The Morning News essay, “Go Away”, is an account of my experiences at three arts residencies–the VCCA, MacDowell and Civitella Ranieri–and a look at the entire reason you’d go away to one at all.
Fiction writers are often portrayed as fussy prima donnas, and I won’t say we aren’t, but to explain, when we write fiction, we are, all in one head, the actor improvising a scene, the director, the writer writing down the results, and also all the other actors, as well, improvising all the other parts, plus camera, set decorator, grips, etc. When we’re home, we’re also often our own catering and makeup crews, and then we must also be the person we agreed to be to everyone we know.

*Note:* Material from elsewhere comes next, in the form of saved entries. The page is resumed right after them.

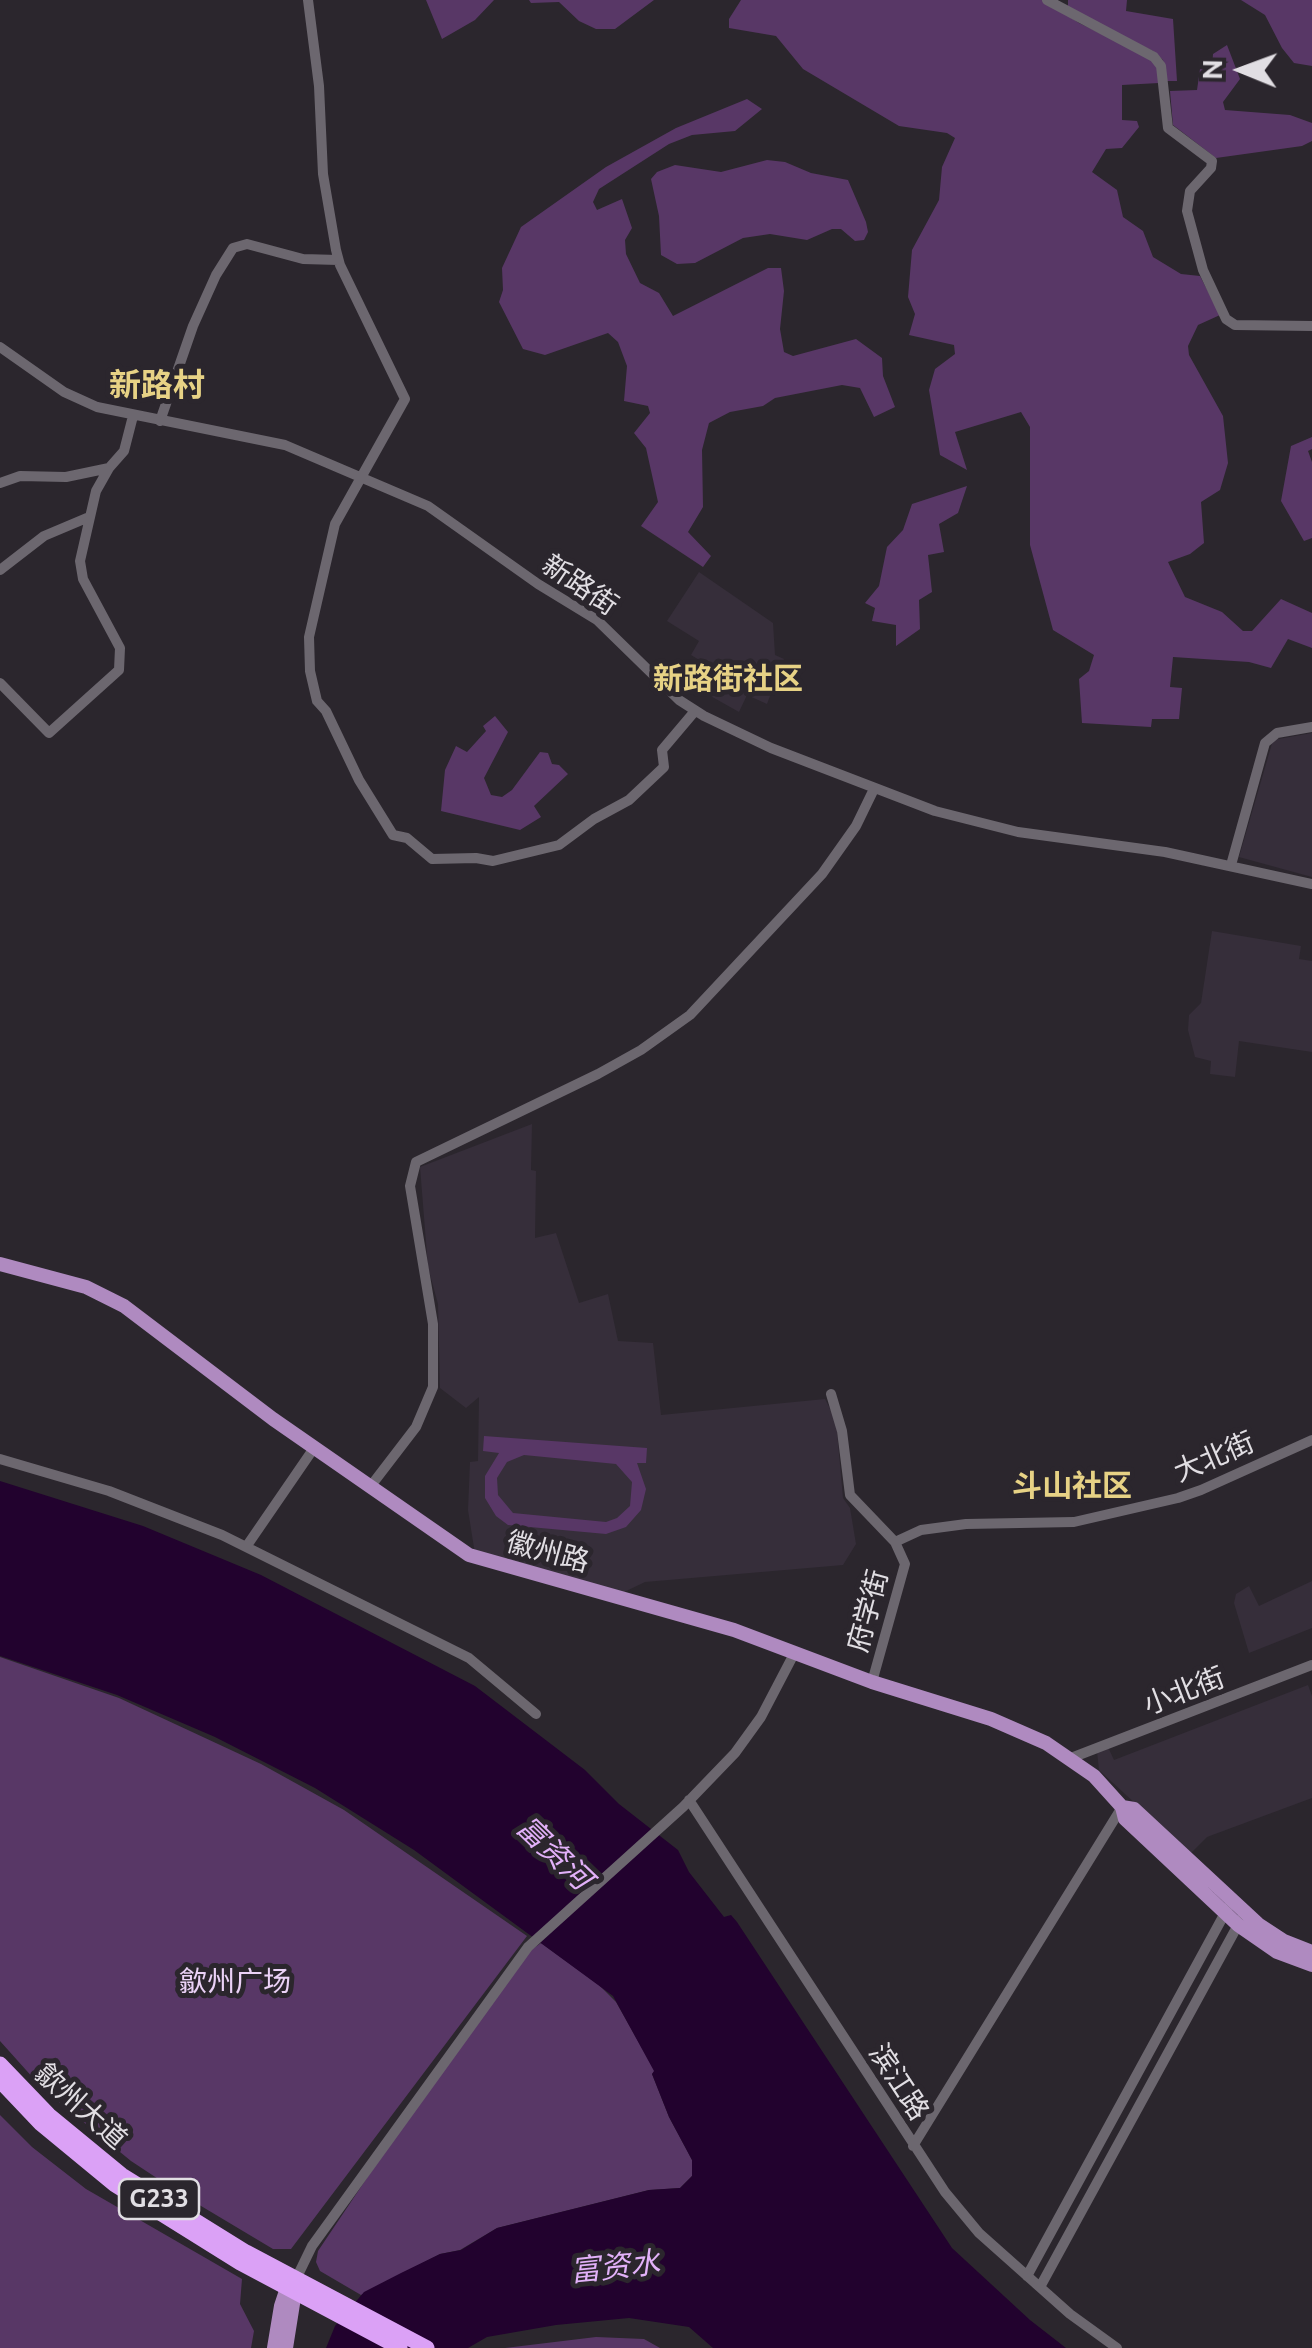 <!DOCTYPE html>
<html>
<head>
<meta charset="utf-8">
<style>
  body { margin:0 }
  #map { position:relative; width:1312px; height:2348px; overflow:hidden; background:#2b262d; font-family:Ubuntu,sans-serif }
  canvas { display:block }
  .north { position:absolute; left:1192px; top:20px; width:100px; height:100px; -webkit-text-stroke:8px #2b262d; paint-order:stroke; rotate:271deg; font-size:28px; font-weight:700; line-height:40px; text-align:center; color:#e1dee3 }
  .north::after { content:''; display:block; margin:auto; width:35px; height:45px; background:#e1dee3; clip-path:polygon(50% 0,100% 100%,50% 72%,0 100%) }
</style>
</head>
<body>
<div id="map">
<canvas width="1312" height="2348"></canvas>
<div class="north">N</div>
</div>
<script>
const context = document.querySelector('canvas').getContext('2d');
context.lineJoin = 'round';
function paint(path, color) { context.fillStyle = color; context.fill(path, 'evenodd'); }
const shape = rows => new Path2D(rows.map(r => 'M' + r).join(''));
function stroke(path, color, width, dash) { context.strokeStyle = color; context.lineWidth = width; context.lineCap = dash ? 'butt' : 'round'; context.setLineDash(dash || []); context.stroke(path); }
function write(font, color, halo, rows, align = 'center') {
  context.font = font + ' Ubuntu,"Noto Sans SC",sans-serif'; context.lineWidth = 10; context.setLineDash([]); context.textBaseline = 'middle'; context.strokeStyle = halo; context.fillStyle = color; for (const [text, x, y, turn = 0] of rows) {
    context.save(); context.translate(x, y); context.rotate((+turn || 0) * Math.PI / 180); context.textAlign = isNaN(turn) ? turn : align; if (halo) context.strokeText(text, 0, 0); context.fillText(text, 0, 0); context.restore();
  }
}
paint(shape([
  [699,572,773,623,775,655,784,659,767,704,747,695,739,712,707,694,711,687,702,681,711,667,691,655,699,641,667,621],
  [1312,733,1312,877,1239,857,1273,740],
  [1212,931,1301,946,1299,959,1312,961,1312,1052,1239,1041,1235,1077,1210,1074,1211,1061,1195,1057,1188,1030,1189,1015,1201,1003],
  [532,1124,531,1170,536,1171,535,1238,556,1233,579,1303,608,1294,618,1341,653,1343,661,1415,825,1399,836,1420,843,1498,850,1508,856,1544,843,1565,645,1582,622,1593,475,1554,468,1510,470,1462,478,1461,479,1397,466,1408,440,1388,438,1304,428,1267,420,1167],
  [1312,1581,1312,1628,1249,1653,1234,1603,1236,1594,1249,1586,1259,1606],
  [1308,1685,1312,1696,1312,1798,1207,1837,1190,1854,1099,1770,1097,1751,1108,1747,1114,1760]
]), '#362e3a');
paint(shape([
  [426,0,494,0,475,20,442,39],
  [529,0,654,0,615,29,596,29,579,21,559,2,531,3],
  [741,0,1044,0,1079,23,1147,56,1157,65,1159,83,1122,85,1122,120,1137,121,1139,127,1122,148,1106,149,1092,172,1117,190,1123,217,1143,231,1153,257,1181,274,1200,276,1220,315,1198,325,1188,346,1189,355,1223,416,1228,463,1220,490,1201,502,1204,543,1190,554,1168,562,1185,597,1222,612,1243,631,1252,631,1281,599,1312,613,1312,648,1288,639,1271,668,1249,662,1173,657,1170,687,1182,688,1179,719,1152,719,1151,727,1082,723,1079,679,1089,671,1094,655,1053,630,1030,545,1030,427,1021,412,955,432,967,470,940,455,929,390,935,369,955,354,954,345,909,335,915,314,908,297,912,250,939,200,942,167,955,138,947,133,899,126,803,69,776,36,729,28,729,19],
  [1068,0,1127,0,1126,11,1173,19,1177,81,1167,81,1163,60,1153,51,1068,11],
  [1241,0,1312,0,1312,66,1294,63,1282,48,1265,15],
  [1227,45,1240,79,1223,102,1225,110,1290,115,1312,123,1312,141,1302,146,1216,158,1173,125,1170,91,1197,90,1200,69,1212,68,1213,54],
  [747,99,762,109,735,131,692,135,669,144,599,189,593,202,597,210,622,199,632,228,625,240,626,254,640,283,659,293,673,316,768,268,781,268,784,291,780,329,784,352,793,356,856,339,882,358,883,376,895,407,874,417,860,388,842,385,775,398,763,406,730,412,709,423,702,450,703,507,688,532,711,556,703,567,641,526,658,502,646,448,634,433,650,413,648,406,624,401,627,366,618,342,608,333,545,355,523,349,499,302,503,290,502,268,521,227,606,167,676,128],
  [767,160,785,162,811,173,848,180,866,222,868,232,864,240,855,241,841,229,832,229,807,240,770,234,743,238,695,263,677,264,661,255,659,216,651,179,657,172,675,165,721,172],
  [1312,437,1312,449,1308,451,1312,462,1312,538,1304,541,1281,501,1291,446],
  [967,486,958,513,939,524,944,552,928,555,932,592,919,600,920,629,896,646,896,625,872,621,875,608,865,603,879,586,887,547,903,530,912,504],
  [495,716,508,732,484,778,491,795,502,797,512,790,540,752,548,753,552,764,559,765,568,774,534,806,541,817,520,830,441,811,445,770,456,746,467,752,486,731,483,726],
  [484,1436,647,1448,646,1463,637,1463,646,1489,641,1510,626,1527,606,1534,508,1525,496,1516,485,1498,485,1476,499,1453,483,1451],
  [524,1455,616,1464,632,1482,630,1506,617,1518,606,1522,513,1513,498,1495,497,1478,507,1462],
  [0,1657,119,1698,261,1764,344,1810,527,1936,291,2249,273,2249,181,2194,131,2161,43,2089,0,2041],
  [541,1943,599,1985,616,2002,655,2071,652,2074,669,2117,692,2160,692,2176,680,2188,649,2190,497,2228,460,2250,440,2254,361,2295,320,2271,316,2262,318,2251,375,2166,531,1950],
  [0,2115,32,2147,86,2189,242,2279,240,2304,254,2331,251,2348,0,2348],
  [596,2337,644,2339,660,2348,505,2348]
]), '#583766');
paint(shape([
  [0,1481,143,1526,261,1575,475,1686,585,1770,619,1804,678,1850,689,1872,724,1917,731,1915,737,1922,952,2248,1030,2320,1066,2348,713,2348,689,2327,629,2318,556,2325,487,2337,468,2348,326,2348,335,2326,364,2292,401,2273,440,2254,461,2250,497,2228,649,2190,680,2188,692,2176,692,2160,669,2117,652,2074,654,2071,613,1996,414,1850,315,1788,215,1737,117,1695,0,1656]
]), '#22022e');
stroke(shape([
  [308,0,319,86,323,174,336,250,340,265,405,399,335,524,309,637,310,671,317,701,326,711,359,780,393,835,407,838,432,859,476,858,493,861,559,845,594,819,629,800,664,767,662,750,695,711],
  [1047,0,1154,57,1161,66,1168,128,1212,161,1211,168,1190,191,1187,211,1203,270,1226,319,1235,325,1312,326],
  [0,347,64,392,97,407,285,445,428,506,538,584,597,620,679,700,704,716,771,748,935,811,1018,832,1165,852,1312,884],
  [160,421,193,326,216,275,233,248,247,244,303,259,338,260],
  [0,483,20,476,66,477,109,468],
  [0,570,44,536,89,517],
  [0,683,49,733,119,670,120,648,83,579,80,561,96,491,109,468,124,451,133,416],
  [1231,865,1265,743,1277,733,1312,727],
  [831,1394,842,1431,850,1495,895,1542,905,1564,872,1682],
  [0,1459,109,1491,222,1535,469,1658,536,1714],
  [370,1487,416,1427,433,1387,433,1324,410,1186,416,1162,598,1074,641,1050,690,1015,822,874,856,826,874,789],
  [895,1542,921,1530,966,1524,1074,1522,1178,1498,1201,1490,1312,1440],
  [246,1547,314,1448],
  [1071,1758,1312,1665],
  [689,1800,945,2192,979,2233,1070,2314,1117,2348],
  [913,2146,1122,1807],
  [1027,2276,1231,1902],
  [296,2279,312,2246,528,1947,683,1807,735,1753,761,1717,795,1652],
  [1040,2287,1244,1914]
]), '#6c676f', 10);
stroke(shape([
  [0,1264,86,1287,124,1306,273,1419,469,1555,734,1630,872,1682,991,1719,1046,1743,1094,1776,1122,1807,1125,1819,1238,1925,1277,1952,1312,1965],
  [1122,1807,1134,1809,1258,1924,1284,1941,1312,1952],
  [274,2348,281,2306,287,2288,292,2283],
  [286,2348,296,2285]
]), '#af8ac0', 14);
stroke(shape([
  [0,2064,49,2115,122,2175,246,2252,427,2348],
  [0,2081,41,2124,115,2185,240,2263,400,2348]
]), '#dba1f6', 15);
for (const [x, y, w] of [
  [159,2199,80]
]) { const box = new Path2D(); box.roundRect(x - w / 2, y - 20, w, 40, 8); context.fillStyle = '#2b262d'; context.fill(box); stroke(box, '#e1dee3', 2.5); }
write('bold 25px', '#e1dee3', null, [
  ["G233",159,2199]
]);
write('28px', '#e1dee3', '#2b262d', [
  ["新路街",580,585,34],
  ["大北街",1214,1457,-23],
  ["徽州路",548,1552,15],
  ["府学街",868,1611,-75],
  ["小北街",1184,1691,-21],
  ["滨江路",899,2082,57],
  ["歙州大道",81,2106,42]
]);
write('28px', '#ebd2f7', '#2b262d', [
  ["歙州广场",235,1982]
]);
write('bold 30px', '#e7d285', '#2b262d', [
  ["新路街社区",728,679],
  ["斗山社区",1072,1486]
]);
write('italic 30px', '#e2b1f9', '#2b262d', [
  ["富资河",554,1853,44],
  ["富资水",615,2267,-6]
]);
write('bold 32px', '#e7d285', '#2b262d', [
  ["新路村",157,385]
]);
</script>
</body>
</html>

Colonies provide the time and space to work unbothered. If you interrupt us at work, a complex piecework of notions falls apart. I don’t know if I could have put it that way back in 1998, but I felt it, desperately.
The second, at The LA Review of Books, “Parvenucracy”, was an experiment in metacritical TV writing–an account of the writing that appeared around the BBC/PBS hit Downton Abbey last year, with an eye toward understanding the sensation, the backlash, and the thing itself.
LAST YEAR WE WERE a people in a country with roads that would take out your axle, watching a show about people learning to use cars for the first time. All over the country, we were learning that you could pronounce the “t” at the end of “valet.”
We were said to be watching it because we were stupid Americans or we were watching it because we were nostalgic for being ruled over or because we loved Jane Austen or country houses or Upstairs Downstairs or (the first) Brideshead Revisited. Or for more reasons than this, or for fewer reasons. But we were watching it, we were watching it, watching it, watching it, watching it.
More work is on the way–a short appreciation on the writer Julian May in a forthcoming issue of Tin House is up next. And of course the novel, but news on that in the very next update.